The popular belief is that you continue to remain the same state of mind throughout the entire period of intoxication. Hence, if you express happiness while consuming Bhang, you remain happy. The same logic applies when you feel sad while having your quota of Bhang.


Bhang and its tryst with Bollywood

There have been innumerable occasions in Bollywood films where you see the main characters swaying to soulful music while consuming Bhang. Some of the popular dance numbers are ‘Rang Barse, Bheege Chunarvali Rang Barse’ from the film Silsila and ‘Jai Jai Shiv Shankar’ from the film Aap Ki Kasam.

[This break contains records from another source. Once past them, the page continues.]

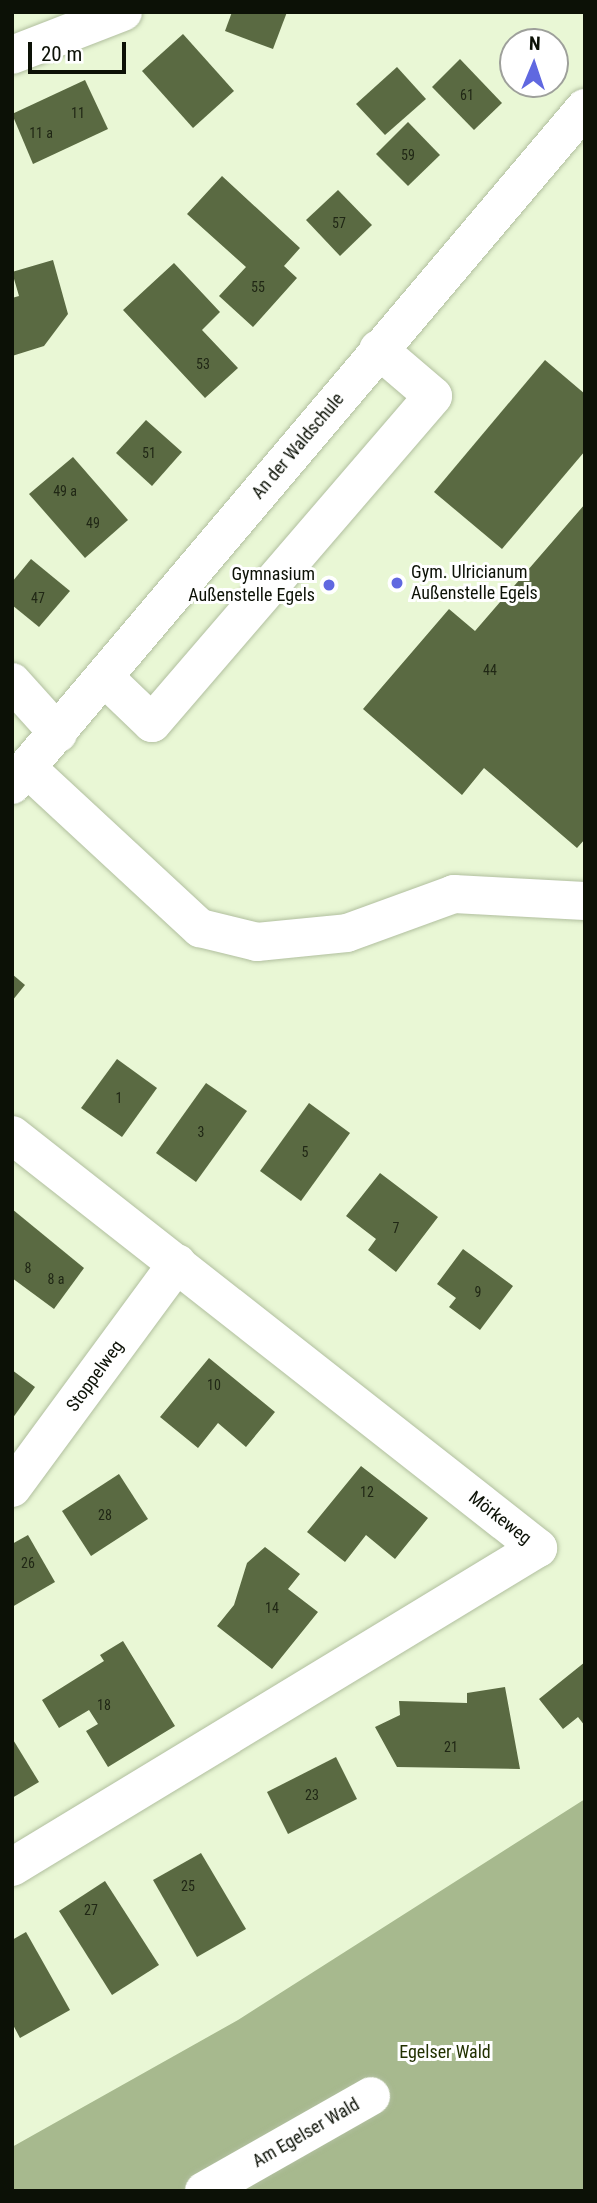 <!DOCTYPE html>
<html>
<head>
<meta charset="utf-8">
<style>
	body { margin:0 }
	#map { position:relative; width:597px; height:2203px; overflow:hidden; background:#e9f7d5; font-family:"Roboto Condensed",sans-serif }
	div>[style] { position:absolute }
	[style*='--x'] { left:calc(var(--x)*1px); top:calc(var(--y)*1px); width:calc(var(--w)*1px); rotate:calc(var(--a)*1deg) }
	.forest>* { inset:0; background:#a7b98e }
	.building>* { inset:0; background:#5a6a42 }
	.roads { filter:drop-shadow(0 0 2px #b1bf9f) drop-shadow(0 0 2px #b1bf9f) }
	.minor>* { height:38px; margin:-19px; padding:0 19px; transform-origin:19px; border-radius:19px; background:#fff }
	.dots>* { width:19px; height:19px; translate:-50% -50%; box-sizing:border-box; border:4px solid #fff; border-radius:50% }
	span { translate:-50% -50%; white-space:nowrap; text-align:center; line-height:1.15; -webkit-text-stroke:6px #fff; paint-order:stroke }
	.number-label { font-size:14px; color:#202715 }
	.number-label span { -webkit-text-stroke-width:0 }
	.street-label { font-size:18px; color:#0c1106 }
	.poi-label { font-size:18px; color:#0c1106 }
	.left { translate:0 -50%; text-align:left }
	.right { translate:-100% -50%; text-align:right }
	.park-label { font-size:18px; color:#223100 }
	.frame { position:absolute; inset:0; border:14px solid #0c1106; pointer-events:none }
	.north { position:absolute; left:499px; top:28px; width:70px; height:70px; box-sizing:border-box; background:#fff; border:2px solid #9ea09b; border-radius:50%; rotate:2deg; font-size:19px; font-weight:700; line-height:28px; text-align:center; color:#0c1106 }
	.north::after { content:''; display:block; margin:auto; width:24px; height:32px; background:#6068e0; clip-path:polygon(50% 0,100% 100%,50% 72%,0 100%) }
	.scale { position:absolute; left:28px; top:42px; width:98px; height:32px; box-sizing:border-box; border:4px solid #0c1106; border-top:0; padding-left:9px; font-size:21px; line-height:24px; white-space:nowrap; color:#0c1106; -webkit-text-stroke:5px #fff; paint-order:stroke }
</style>
</head>
<body>
<div id="map">
	<div class="forest">
		<div style="clip-path:polygon(585px 1799px,585px 2191px,12px 2191px,12px 2147px,238px 2020px)"></div>
	</div>
	<div class="building">
		<div style="clip-path:polygon(232px 12px,287px 12px,273px 49px,225px 31px)"></div>
		<div style="clip-path:polygon(183px 34px,234px 91px,193px 128px,142px 71px)"></div>
		<div style="clip-path:polygon(460px 59px,502px 103px,474px 130px,432px 87px)"></div>
		<div style="clip-path:polygon(397px 67px,426px 99px,385px 135px,356px 104px)"></div>
		<div style="clip-path:polygon(85px 80px,108px 129px,33px 164px,12px 114px)"></div>
		<div style="clip-path:polygon(408px 122px,440px 155px,408px 186px,376px 154px)"></div>
		<div style="clip-path:polygon(222px 176px,300px 248px,284px 266px,297px 278px,253px 327px,219px 296px,246px 267px,187px 214px)"></div>
		<div style="clip-path:polygon(338px 190px,372px 225px,340px 256px,306px 220px)"></div>
		<div style="clip-path:polygon(53px 260px,68px 314px,44px 346px,12px 356px,12px 298px,19px 296px,12px 272px)"></div>
		<div style="clip-path:polygon(174px 263px,220px 312px,202px 330px,238px 368px,205px 398px,123px 310px)"></div>
		<div style="clip-path:polygon(545px 360px,585px 394px,585px 451px,502px 549px,434px 492px)"></div>
		<div style="clip-path:polygon(146px 420px,182px 452px,152px 486px,116px 453px)"></div>
		<div style="clip-path:polygon(73px 457px,128px 520px,85px 558px,29px 494px)"></div>
		<div style="clip-path:polygon(585px 504px,585px 839px,577px 848px,484px 768px,462px 795px,363px 709px,449px 609px,475px 631px)"></div>
		<div style="clip-path:polygon(31px 559px,70px 591px,39px 627px,12px 605px,12px 582px)"></div>
		<div style="clip-path:polygon(12px 974px,25px 985px,12px 1001px)"></div>
		<div style="clip-path:polygon(117px 1059px,157px 1088px,122px 1137px,81px 1108px)"></div>
		<div style="clip-path:polygon(206px 1083px,247px 1111px,196px 1182px,156px 1153px)"></div>
		<div style="clip-path:polygon(309px 1103px,350px 1133px,301px 1201px,260px 1171px)"></div>
		<div style="clip-path:polygon(380px 1173px,438px 1217px,396px 1272px,368px 1250px,376px 1239px,346px 1216px)"></div>
		<div style="clip-path:polygon(12px 1209px,84px 1268px,54px 1309px,12px 1278px)"></div>
		<div style="clip-path:polygon(463px 1249px,513px 1286px,480px 1330px,449px 1307px,456px 1298px,437px 1284px)"></div>
		<div style="clip-path:polygon(209px 1358px,275px 1412px,246px 1447px,218px 1423px,198px 1448px,160px 1417px)"></div>
		<div style="clip-path:polygon(12px 1370px,35px 1387px,12px 1419px)"></div>
		<div style="clip-path:polygon(361px 1466px,428px 1518px,395px 1559px,366px 1535px,345px 1562px,307px 1532px)"></div>
		<div style="clip-path:polygon(119px 1474px,148px 1519px,91px 1556px,62px 1511px)"></div>
		<div style="clip-path:polygon(28px 1535px,55px 1582px,12px 1607px,12px 1544px)"></div>
		<div style="clip-path:polygon(265px 1547px,300px 1574px,288px 1589px,318px 1612px,272px 1669px,217px 1626px,234px 1605px,247px 1563px)"></div>
		<div style="clip-path:polygon(123px 1641px,175px 1726px,108px 1767px,86px 1731px,98px 1724px,89px 1710px,59px 1728px,42px 1700px,104px 1661px,100px 1655px)"></div>
		<div style="clip-path:polygon(585px 1662px,585px 1726px,578px 1717px,563px 1729px,539px 1699px)"></div>
		<div style="clip-path:polygon(505px 1687px,520px 1769px,397px 1767px,375px 1727px,400px 1715px,399px 1701px,467px 1703px,467px 1693px)"></div>
		<div style="clip-path:polygon(12px 1738px,39px 1782px,12px 1798px)"></div>
		<div style="clip-path:polygon(336px 1757px,357px 1799px,288px 1834px,267px 1792px)"></div>
		<div style="clip-path:polygon(201px 1853px,246px 1929px,197px 1957px,153px 1880px)"></div>
		<div style="clip-path:polygon(105px 1881px,159px 1965px,112px 1995px,59px 1911px)"></div>
		<div style="clip-path:polygon(26px 1932px,70px 2010px,20px 2038px,12px 2023px,12px 1940px)"></div>
	</div>
	<div class="roads">
		<div class="minor">
			<div style="--x:12;--y:55;--w:119;--a:-21.2"></div>
			<div style="--x:105;--y:678;--w:65;--a:43.8"></div>
			<div style="--x:152;--y:723;--w:431;--a:-49.3"></div>
			<div style="--x:433;--y:396;--w:72;--a:-139.5"></div>
			<div style="--x:12;--y:682;--w:69;--a:48"></div>
			<div style="--x:27;--y:768;--w:236;--a:42.8"></div>
			<div style="--x:200;--y:928;--w:59;--a:13.8"></div>
			<div style="--x:257;--y:942;--w:90;--a:-5.7"></div>
			<div style="--x:347;--y:933;--w:114;--a:-20"></div>
			<div style="--x:454;--y:894;--w:131;--a:3.1"></div>
			<div style="--x:12;--y:785;--w:887;--a:-49.76"></div>
			<div style="--x:12;--y:1135;--w:669;--a:38.14"></div>
			<div style="--x:538;--y:1548;--w:615;--a:148.76"></div>
			<div style="--x:12;--y:1488;--w:279;--a:-53.7"></div>
			<div style="--x:204;--y:2191;--w:192;--a:-29.6"></div>
		</div>
	</div>
	<div class="dots">
		<div style="left:397px;top:583px;background:#6068e0"></div>
		<div style="left:329px;top:585px;background:#6068e0"></div>
	</div>
	<div class="number-label">
		<span style="left:467px;top:95px">61</span>
		<span style="left:78px;top:113px">11</span>
		<span style="left:41px;top:133px">11 a</span>
		<span style="left:408px;top:155px">59</span>
		<span style="left:339px;top:223px">57</span>
		<span style="left:258px;top:287px">55</span>
		<span style="left:203px;top:364px">53</span>
		<span style="left:149px;top:453px">51</span>
		<span style="left:65px;top:491px">49 a</span>
		<span style="left:93px;top:523px">49</span>
		<span style="left:38px;top:598px">47</span>
		<span style="left:490px;top:670px">44</span>
		<span style="left:119px;top:1098px">1</span>
		<span style="left:201px;top:1132px">3</span>
		<span style="left:305px;top:1152px">5</span>
		<span style="left:396px;top:1228px">7</span>
		<span style="left:28px;top:1268px">8</span>
		<span style="left:56px;top:1279px">8 a</span>
		<span style="left:478px;top:1292px">9</span>
		<span style="left:214px;top:1385px">10</span>
		<span style="left:367px;top:1492px">12</span>
		<span style="left:105px;top:1515px">28</span>
		<span style="left:28px;top:1563px">26</span>
		<span style="left:272px;top:1608px">14</span>
		<span style="left:104px;top:1705px">18</span>
		<span style="left:451px;top:1747px">21</span>
		<span style="left:312px;top:1795px">23</span>
		<span style="left:188px;top:1886px">25</span>
		<span style="left:91px;top:1910px">27</span>
	</div>
	<div class="street-label">
		<span style="left:298px;top:446px;rotate:-50deg">An der Waldschule</span>
		<span style="left:95px;top:1376px;rotate:-54deg">Stoppelweg</span>
		<span style="left:500px;top:1518px;rotate:38deg">Mörkeweg</span>
		<span style="left:306px;top:2133px;rotate:-30deg">Am Egelser Wald</span>
	</div>
	<div class="poi-label">
		<span class="left" style="left:411px;top:583px">Gym. Ulricianum<br>Außenstelle Egels</span>
		<span class="right" style="left:315px;top:585px">Gymnasium<br>Außenstelle Egels</span>
	</div>
	<div class="park-label">
		<span style="left:445px;top:2052px">Egelser Wald</span>
	</div>
	<div class="frame"></div>
	<div class="north">N</div>
	<div class="scale">20 m</div>
</div>
</body>
</html>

Bhang works to the best of its capacity when you have it with the Banarasi Paan. You get aninkling of this celebration in the song, ‘Khaike Paan Banaraswala’ from the Amitabh Bachchan starrer, Don. It is true that Bhang is famous along the ghats of the river Ganges in Varanasi.

Bhang is unadulterated enjoyment and so is Holi. In addition, Holi follows the festival of Mahashivratri. Hence, you have people enjoying Bhang during Mahashivratri and Holi as well.